Filters and masks
There are a few ways to manipulate incoming packets in various steps of dnsmonster
pipeline. They operate in different levels of stack and have different performance implications.
BPF
BPF is by far the most performant way to filter incoming packets. It’s only supported on live capture (--devName
). It uses the tcpdump
’s pcap-filter language to filter out the packets.
Sample Ratio
Sample ratio (--sampleRatio
) is an easy way to reduce the number of packets being pushed to the pipeline purely by numbers. the default value is 1:1 meaning for each 1 incoming packet, 1 gets pushed to the pipeline. you can change that if you have a huge number of packets or your output is not catching up with the input. Checkout performance guide for more detail.
De-duplication
The experimental de-duplication (--dedup
) feature is implemented to provide a rudimentary packet de-duplication capability. The functionality of de-duplication is very simple. It uses a non-cryptography hashing function (FNV-1) on the raw packets and generates a hash table of incoming packets as the come in. Note that the hashing function happens before stripping 802.1q
, vxlan
, ethernet
layers so the de-duplication happens purely on the packet bytes.
There’s also the option --dedupCleanupInterval
to specify cleanup time for the hash table. around the time of cleanup, there could be a few duplicate packets since the hash table is not time-bound on its own.
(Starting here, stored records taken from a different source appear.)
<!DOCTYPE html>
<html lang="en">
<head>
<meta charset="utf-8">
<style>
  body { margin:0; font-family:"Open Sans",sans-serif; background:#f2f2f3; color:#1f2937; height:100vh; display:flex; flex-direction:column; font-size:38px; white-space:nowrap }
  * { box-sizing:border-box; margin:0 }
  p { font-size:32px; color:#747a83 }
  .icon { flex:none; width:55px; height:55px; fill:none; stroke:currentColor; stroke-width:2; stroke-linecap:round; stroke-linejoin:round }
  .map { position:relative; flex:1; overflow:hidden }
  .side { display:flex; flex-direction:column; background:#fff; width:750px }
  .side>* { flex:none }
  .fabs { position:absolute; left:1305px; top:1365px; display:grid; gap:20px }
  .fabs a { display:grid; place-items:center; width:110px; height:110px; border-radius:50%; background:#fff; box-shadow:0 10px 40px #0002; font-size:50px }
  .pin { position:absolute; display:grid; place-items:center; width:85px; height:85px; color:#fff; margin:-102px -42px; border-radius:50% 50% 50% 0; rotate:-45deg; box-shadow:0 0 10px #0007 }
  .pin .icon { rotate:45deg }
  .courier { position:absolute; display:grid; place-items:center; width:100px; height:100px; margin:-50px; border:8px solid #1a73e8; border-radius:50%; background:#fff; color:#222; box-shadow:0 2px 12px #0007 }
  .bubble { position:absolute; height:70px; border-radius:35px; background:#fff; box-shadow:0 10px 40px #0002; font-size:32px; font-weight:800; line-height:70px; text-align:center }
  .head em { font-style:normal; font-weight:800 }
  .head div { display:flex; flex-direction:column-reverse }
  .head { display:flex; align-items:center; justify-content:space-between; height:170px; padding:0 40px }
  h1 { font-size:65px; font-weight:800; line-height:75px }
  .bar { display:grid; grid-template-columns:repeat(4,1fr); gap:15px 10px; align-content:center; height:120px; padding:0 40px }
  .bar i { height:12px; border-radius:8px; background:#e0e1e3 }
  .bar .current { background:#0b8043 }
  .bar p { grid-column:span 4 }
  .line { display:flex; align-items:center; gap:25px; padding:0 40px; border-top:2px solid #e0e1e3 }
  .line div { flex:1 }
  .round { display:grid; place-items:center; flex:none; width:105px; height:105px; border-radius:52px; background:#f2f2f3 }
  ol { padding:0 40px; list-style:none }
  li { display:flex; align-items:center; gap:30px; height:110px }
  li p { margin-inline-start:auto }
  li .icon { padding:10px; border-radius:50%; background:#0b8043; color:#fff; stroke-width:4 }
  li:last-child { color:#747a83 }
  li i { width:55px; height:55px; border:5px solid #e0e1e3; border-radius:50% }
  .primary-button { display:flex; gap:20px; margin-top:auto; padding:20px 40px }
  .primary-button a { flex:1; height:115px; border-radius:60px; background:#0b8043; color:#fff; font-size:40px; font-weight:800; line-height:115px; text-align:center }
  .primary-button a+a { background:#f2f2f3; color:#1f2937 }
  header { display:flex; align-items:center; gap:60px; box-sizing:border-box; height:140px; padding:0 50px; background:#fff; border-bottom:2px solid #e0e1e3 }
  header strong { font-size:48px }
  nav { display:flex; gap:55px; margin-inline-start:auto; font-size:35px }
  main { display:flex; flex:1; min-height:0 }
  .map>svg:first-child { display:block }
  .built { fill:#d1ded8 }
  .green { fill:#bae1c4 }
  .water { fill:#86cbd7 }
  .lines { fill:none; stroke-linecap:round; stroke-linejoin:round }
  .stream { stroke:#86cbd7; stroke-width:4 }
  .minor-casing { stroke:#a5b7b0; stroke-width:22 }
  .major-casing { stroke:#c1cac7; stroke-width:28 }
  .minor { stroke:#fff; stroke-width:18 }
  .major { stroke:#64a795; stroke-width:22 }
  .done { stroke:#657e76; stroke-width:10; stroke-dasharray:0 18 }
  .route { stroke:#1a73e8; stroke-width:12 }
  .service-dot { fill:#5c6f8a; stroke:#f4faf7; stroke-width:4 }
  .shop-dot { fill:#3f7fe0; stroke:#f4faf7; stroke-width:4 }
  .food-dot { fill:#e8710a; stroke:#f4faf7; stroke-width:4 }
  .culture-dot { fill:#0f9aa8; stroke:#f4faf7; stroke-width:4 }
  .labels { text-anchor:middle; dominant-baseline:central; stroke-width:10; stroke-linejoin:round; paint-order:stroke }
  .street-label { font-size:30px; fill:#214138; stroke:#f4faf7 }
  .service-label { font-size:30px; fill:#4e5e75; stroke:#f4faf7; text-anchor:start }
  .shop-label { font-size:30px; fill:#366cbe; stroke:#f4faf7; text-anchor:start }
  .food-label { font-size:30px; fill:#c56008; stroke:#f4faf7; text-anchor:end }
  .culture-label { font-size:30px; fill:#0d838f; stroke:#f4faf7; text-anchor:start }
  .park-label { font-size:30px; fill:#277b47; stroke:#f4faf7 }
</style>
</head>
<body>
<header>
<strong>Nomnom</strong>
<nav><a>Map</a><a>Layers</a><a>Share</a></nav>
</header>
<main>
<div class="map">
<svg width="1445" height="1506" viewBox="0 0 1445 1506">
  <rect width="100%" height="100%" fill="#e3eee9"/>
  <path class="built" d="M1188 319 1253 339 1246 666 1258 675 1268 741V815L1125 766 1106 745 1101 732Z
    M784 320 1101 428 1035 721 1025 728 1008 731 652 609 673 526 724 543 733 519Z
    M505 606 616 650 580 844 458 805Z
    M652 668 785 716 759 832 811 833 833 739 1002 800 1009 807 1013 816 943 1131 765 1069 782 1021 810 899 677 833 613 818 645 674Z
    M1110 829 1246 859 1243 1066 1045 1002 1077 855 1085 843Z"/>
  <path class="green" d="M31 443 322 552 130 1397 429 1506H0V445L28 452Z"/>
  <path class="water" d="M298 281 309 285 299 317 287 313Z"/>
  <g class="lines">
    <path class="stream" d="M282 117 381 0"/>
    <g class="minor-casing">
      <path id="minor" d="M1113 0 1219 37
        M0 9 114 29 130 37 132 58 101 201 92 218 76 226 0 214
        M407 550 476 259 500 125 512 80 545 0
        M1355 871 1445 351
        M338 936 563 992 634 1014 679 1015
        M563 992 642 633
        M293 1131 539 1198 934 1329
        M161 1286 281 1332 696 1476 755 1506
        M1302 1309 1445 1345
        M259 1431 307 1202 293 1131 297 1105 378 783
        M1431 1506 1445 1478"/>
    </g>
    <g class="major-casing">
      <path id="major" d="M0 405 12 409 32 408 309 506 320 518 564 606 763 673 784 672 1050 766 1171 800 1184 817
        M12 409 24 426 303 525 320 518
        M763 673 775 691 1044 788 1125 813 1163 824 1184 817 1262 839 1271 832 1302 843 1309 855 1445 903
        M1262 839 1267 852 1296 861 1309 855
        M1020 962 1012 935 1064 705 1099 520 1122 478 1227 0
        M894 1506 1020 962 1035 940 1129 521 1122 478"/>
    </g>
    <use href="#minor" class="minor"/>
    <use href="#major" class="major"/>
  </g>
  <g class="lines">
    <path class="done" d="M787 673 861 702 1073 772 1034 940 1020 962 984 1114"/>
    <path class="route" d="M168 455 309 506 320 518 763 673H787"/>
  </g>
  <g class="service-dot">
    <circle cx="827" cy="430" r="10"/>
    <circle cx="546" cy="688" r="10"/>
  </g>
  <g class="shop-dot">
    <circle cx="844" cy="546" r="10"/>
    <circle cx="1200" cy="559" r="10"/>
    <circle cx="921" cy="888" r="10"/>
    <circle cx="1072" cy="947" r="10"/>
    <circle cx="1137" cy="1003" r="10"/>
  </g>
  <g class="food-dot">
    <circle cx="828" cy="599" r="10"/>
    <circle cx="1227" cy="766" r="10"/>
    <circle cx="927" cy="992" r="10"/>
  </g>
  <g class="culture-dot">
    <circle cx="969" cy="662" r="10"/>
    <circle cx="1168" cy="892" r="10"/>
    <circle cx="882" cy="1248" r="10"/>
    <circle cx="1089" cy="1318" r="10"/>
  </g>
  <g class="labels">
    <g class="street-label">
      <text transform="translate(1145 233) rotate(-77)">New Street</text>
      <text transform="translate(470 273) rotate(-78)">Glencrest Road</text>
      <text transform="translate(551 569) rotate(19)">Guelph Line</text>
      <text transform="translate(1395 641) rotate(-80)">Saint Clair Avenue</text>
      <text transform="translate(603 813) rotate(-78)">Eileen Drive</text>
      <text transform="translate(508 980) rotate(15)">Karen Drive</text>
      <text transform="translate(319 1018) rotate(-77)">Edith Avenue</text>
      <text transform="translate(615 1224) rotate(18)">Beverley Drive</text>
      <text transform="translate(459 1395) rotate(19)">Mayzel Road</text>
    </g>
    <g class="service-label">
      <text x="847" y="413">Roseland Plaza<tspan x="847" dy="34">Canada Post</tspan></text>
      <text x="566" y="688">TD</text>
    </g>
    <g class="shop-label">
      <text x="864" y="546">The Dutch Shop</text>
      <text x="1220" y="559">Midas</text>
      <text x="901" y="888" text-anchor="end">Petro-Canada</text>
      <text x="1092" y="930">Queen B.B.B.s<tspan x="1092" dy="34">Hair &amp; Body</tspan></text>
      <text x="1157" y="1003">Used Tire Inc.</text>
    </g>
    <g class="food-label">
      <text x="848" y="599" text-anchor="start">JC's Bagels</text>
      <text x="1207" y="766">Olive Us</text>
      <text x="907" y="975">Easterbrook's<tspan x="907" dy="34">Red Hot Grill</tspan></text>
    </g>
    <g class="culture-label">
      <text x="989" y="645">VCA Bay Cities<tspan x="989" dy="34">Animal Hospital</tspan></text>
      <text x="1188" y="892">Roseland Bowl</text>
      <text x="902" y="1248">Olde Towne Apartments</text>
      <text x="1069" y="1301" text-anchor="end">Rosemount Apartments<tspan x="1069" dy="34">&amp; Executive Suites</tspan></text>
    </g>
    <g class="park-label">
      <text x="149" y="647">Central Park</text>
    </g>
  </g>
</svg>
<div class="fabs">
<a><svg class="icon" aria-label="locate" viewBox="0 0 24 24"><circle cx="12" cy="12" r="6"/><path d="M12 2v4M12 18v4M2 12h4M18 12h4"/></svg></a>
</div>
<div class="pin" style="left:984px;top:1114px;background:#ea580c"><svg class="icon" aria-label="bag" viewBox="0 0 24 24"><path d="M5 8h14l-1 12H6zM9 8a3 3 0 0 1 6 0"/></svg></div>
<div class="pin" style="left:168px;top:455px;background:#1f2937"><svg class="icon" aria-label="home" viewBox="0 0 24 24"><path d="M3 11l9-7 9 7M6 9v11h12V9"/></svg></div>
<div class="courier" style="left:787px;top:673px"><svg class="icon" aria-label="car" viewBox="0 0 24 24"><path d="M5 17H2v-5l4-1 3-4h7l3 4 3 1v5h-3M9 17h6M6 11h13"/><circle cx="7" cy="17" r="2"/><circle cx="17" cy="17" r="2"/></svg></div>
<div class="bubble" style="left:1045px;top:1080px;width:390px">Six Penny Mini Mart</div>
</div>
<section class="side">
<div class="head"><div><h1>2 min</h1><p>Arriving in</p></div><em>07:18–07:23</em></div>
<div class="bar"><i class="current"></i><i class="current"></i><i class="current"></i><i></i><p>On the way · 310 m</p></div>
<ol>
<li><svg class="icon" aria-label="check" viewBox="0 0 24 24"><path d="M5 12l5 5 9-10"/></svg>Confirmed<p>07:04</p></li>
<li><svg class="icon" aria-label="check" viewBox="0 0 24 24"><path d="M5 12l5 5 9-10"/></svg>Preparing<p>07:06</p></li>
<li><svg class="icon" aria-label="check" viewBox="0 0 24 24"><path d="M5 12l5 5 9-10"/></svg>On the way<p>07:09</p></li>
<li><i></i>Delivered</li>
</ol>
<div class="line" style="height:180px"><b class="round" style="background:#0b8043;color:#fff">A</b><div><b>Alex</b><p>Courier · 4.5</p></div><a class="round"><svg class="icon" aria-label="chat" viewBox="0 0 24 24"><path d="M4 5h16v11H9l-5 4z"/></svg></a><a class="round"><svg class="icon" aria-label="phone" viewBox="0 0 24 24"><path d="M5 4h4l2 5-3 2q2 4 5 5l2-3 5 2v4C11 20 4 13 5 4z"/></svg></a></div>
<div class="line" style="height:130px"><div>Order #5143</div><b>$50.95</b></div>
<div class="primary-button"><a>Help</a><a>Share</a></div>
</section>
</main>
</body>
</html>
It gets flushed completely at the interval.
Applied after Sample Ratio for each packet.
Port
There’s an additional filter specifying the port (--port
) of each packet. since the vast majority of the DNS packets are served out of port 53, this parameter shouldn’t have any effect by default. note that this filter will not be applied to fragmented packets.
IP Masks
While processing the packets, the source and destination IPv4 and IPv6 packets can be masked by a specified number of bytes (--maskSize4
and --maskSize6
options). Since this step happens after de-duplication, there could be seemingly duplicate entries in the output purely because of the fact that IP prefixes appear the same.
Allow and Skip Domain list
These two filters specify an allowlist and a skip list for the domain outputs. --skipDomainsFile
is used to avoid writing noisy, repetitive data to your Output. The skip domain list is a csv-formatted file (or a URL containing the file), with only two columns: a string representing part or all of a FQDN, and a logic for that particular string. dnsmonster
supports three logics for each entry: prefix
, suffix
and fqdn
. prefix
and suffix
means that only the domains starting/ending with the mentioned string will be skipped from being sent to output. Note that since the process is being done on DNS questions, your string will most likely have a trailing .
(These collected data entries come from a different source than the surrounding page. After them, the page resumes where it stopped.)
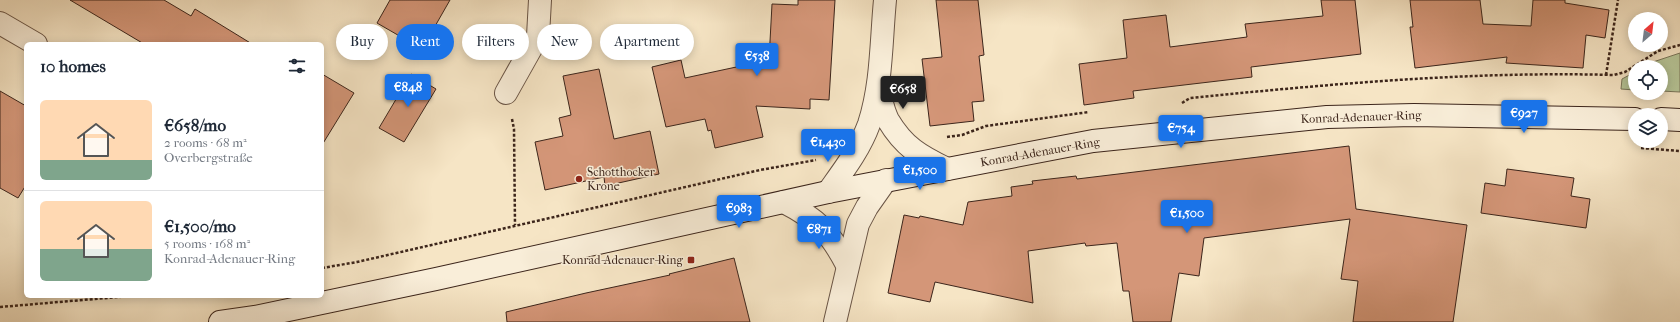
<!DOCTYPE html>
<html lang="en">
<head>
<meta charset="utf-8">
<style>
	:root { --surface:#fff; --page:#f2f2f3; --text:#1f2937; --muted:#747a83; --line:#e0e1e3; --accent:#1a73e8 }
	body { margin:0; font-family:"IM FELL French Canon",serif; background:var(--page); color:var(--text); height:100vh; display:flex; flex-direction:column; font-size:15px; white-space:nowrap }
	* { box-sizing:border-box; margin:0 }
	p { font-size:13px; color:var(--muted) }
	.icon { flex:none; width:22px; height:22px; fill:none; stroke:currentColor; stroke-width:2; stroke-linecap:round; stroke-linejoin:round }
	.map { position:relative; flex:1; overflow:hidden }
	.drawer { position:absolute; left:24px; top:42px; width:300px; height:256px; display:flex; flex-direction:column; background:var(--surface); border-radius:6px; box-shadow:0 2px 10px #0003 }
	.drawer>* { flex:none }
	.banner { position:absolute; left:336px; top:24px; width:380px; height:36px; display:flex; gap:8px }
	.needle { width:26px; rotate:28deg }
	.buttons { position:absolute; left:1628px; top:12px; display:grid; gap:8px }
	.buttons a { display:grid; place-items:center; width:40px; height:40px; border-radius:50%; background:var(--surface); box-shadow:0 2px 10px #0003; font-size:20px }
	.price { position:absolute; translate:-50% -34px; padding:0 9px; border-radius:4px; background:var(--accent); color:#fff; font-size:13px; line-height:26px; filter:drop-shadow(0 1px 2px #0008) }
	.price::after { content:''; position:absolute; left:50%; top:24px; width:12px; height:9px; margin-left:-6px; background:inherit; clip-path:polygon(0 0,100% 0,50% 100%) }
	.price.active { background:#222; color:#fff }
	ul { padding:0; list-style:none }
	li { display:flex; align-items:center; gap:12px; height:100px; padding:0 16px }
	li+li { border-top:1px solid var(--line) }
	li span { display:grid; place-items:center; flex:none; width:112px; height:80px; border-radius:6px; color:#555 }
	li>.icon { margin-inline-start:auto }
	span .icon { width:48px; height:48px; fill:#fffc; stroke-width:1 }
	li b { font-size:17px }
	h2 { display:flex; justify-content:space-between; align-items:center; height:48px; padding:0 16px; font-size:17px }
	.pill { padding:0 14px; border-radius:18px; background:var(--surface); box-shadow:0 2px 10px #0003; font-size:14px; line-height:36px }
	.pill.active { background:var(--accent); color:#fff }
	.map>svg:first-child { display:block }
</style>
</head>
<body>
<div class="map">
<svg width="1680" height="322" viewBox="0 0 1680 322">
	<rect width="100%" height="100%" fill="#f6e5c5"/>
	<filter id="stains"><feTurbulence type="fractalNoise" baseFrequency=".005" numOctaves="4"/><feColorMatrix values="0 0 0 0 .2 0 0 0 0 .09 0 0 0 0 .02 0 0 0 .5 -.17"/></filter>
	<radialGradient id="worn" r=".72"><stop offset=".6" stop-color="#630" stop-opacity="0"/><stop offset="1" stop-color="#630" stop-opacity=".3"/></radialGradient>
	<g fill="#b7c698" stroke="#7a765a">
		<path d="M1680,53V92L1661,91V67H1644L1653,62Z"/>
		<path d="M1635,72V90L1621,89L1622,79Z"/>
	</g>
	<g fill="#d49678" stroke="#3c251b">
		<path d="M70,0H164L191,16L195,9L252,44H144Z"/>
		<path d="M390,0H450L422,49L377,23Z"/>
		<path d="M798,0H835L829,100L810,99V109L756,106L763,137L715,148L711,130L708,131L705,119L666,127L652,67L681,60L685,78L769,60L772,4L798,5Z"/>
		<path d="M936,0H978L984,55L979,56L984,101L972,102L974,121L930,126L922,59L942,57Z"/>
		<path d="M1321,0H1355L1361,54L1251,67L1252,77L1133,91L1134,98L1084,105L1079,64L1127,58L1123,20L1166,15L1170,47L1247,37L1245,24L1323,16Z"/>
		<path d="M1410,0H1480L1483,24L1531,26L1533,0H1565V3L1609,10L1605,38L1586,35L1583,68L1506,63L1507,57L1415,68L1410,27H1413Z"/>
		<path d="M599,69L614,139L650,131L659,174L605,186L604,177L545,190L535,142L563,136L559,118L571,115L563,76Z"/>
		<path d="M322,74L354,93L322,145Z"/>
		<path d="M411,74L436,89L404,142L379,128Z"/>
		<path d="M0,91L26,106V185L18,198L0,188Z"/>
		<path d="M1349,146L1356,209L1467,225L1453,322H1353L1358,281L1341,279L1350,219L1204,238L1199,276L1179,273L1171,322H1133L1129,291H1123L1117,243L1086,246L1085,243L1028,251L1033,303L935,282L930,302L888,293L904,215L919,218L920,216L963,225L968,202L1012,196L1011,187L1033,184L1032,181L1076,176L1077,179Z"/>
		<path d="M1507,169L1574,178L1571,196L1590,199L1586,228L1481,213L1485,183L1505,186Z"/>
		<path d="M734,258L750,322H507L506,312L586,293L670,275L669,274Z"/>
	</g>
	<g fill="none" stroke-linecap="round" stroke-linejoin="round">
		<defs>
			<g id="minor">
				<path d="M0,23L36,44"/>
				<path d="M878,88C881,98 883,111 888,120C904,147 920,156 947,169"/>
				<path d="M506,93L538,36L540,0"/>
				<path d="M828,192C843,171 860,149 869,124C882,84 881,41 885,0"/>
				<path d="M784,202C817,219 830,232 847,265"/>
				<path d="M835,322L858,224L867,207L886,180"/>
			</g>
			<g id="secondary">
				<path d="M1661,119L1680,120"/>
				<path d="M220,322L255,317L436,279L828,192L1093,141L1327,117L1414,115L1635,119"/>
			</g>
		</defs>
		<use href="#minor" stroke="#6a5546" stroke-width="24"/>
		<use href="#secondary" stroke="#3c251b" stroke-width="24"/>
		<g stroke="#3c251b" stroke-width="2.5" stroke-dasharray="3 2" stroke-linecap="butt">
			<path d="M1606,75L1618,0"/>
			<path d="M1182,103L1190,98C1331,84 1472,71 1614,75L1625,72L1658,51L1680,45"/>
			<path d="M512,119L514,129L515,225"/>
			<path d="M947,137L962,135L986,126L1089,112"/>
			<path d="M1641,148L1680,151"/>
			<path d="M322,268L357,262L760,170L816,160"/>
			<path d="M0,307L130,296"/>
		</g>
		<use href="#minor" stroke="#f9eed9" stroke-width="22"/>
		<use href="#secondary" stroke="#f9eed9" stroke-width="22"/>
	</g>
	<g fill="#8f2418" stroke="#f9eed9" stroke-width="1.5">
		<circle cx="579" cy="179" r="4"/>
		<rect x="687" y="256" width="8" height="8" rx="2"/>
	</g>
	<g text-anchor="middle" stroke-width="3" stroke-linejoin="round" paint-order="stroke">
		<g font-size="12" fill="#3c251b" stroke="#f9eed9">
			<text transform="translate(1361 117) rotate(-2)" y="4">Konrad-Adenauer-Ring</text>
			<text transform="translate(1040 152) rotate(-10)" y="4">Konrad-Adenauer-Ring</text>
		</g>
		<g font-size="12" fill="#3c251b" stroke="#f9eed9" text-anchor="start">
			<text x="587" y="176">Schotthocker<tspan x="587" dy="14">Krone</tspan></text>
			<text x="683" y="264" text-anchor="end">Konrad-Adenauer-Ring</text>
		</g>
	</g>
	<rect width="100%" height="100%" filter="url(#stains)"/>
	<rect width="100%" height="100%" fill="url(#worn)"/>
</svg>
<div class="buttons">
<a><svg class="needle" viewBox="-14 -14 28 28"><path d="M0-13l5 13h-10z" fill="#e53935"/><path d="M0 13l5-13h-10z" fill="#747a83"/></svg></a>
<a><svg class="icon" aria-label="locate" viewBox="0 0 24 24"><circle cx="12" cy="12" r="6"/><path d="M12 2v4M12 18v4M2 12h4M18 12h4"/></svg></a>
<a><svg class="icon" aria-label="layers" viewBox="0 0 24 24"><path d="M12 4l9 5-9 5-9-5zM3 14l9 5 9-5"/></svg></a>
</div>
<b class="price" style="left:757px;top:77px">€538</b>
<b class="price" style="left:408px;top:108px">€848</b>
<b class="price active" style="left:903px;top:110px">€658</b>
<b class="price" style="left:1524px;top:134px">€927</b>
<b class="price" style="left:1181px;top:149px">€754</b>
<b class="price" style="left:828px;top:163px">€1,430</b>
<b class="price" style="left:920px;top:191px">€1,500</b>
<b class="price" style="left:739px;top:229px">€983</b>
<b class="price" style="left:1187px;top:234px">€1,500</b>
<b class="price" style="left:819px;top:250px">€871</b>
<div class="banner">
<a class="pill">Buy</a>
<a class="pill active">Rent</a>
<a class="pill">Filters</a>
<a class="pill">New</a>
<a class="pill">Apartment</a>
</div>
<section class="drawer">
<h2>10 homes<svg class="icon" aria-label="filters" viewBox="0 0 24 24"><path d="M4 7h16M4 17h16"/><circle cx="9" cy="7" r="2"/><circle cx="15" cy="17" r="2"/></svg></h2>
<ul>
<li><span style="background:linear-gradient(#ffd9b3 75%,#7fa58c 0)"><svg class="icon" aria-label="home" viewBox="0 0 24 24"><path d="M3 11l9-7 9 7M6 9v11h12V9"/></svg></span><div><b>€658/mo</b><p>2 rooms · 68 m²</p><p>Overbergstraße</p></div></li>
<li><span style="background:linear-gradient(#ffd9b3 60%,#7fa58c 0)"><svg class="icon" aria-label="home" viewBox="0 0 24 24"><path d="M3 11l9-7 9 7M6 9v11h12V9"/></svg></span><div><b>€1,500/mo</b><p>5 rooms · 168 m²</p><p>Konrad-Adenauer-Ring</p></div></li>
</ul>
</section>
</div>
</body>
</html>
that needs to be included in your skip list row as well (take a look at skipdomains.csv.sample for a better view). You can also have a full FQDN match to avoid writing highly noisy FQDNs into your database.
--allowDomainsFile
provides the exact opposite of skip domain logic, meaning your output will be limited to the entries inside this list.
both --skipDomainsFile
and --allowDomainsFile
have an automatic refresh interval and re-fetch the FQDNs using --skipDomainsRefreshInterval
and --allowDomainsRefreshInterval
options.
For each output type, you can specify which of these tables are used. Check the output section for more detail regarding the output modes.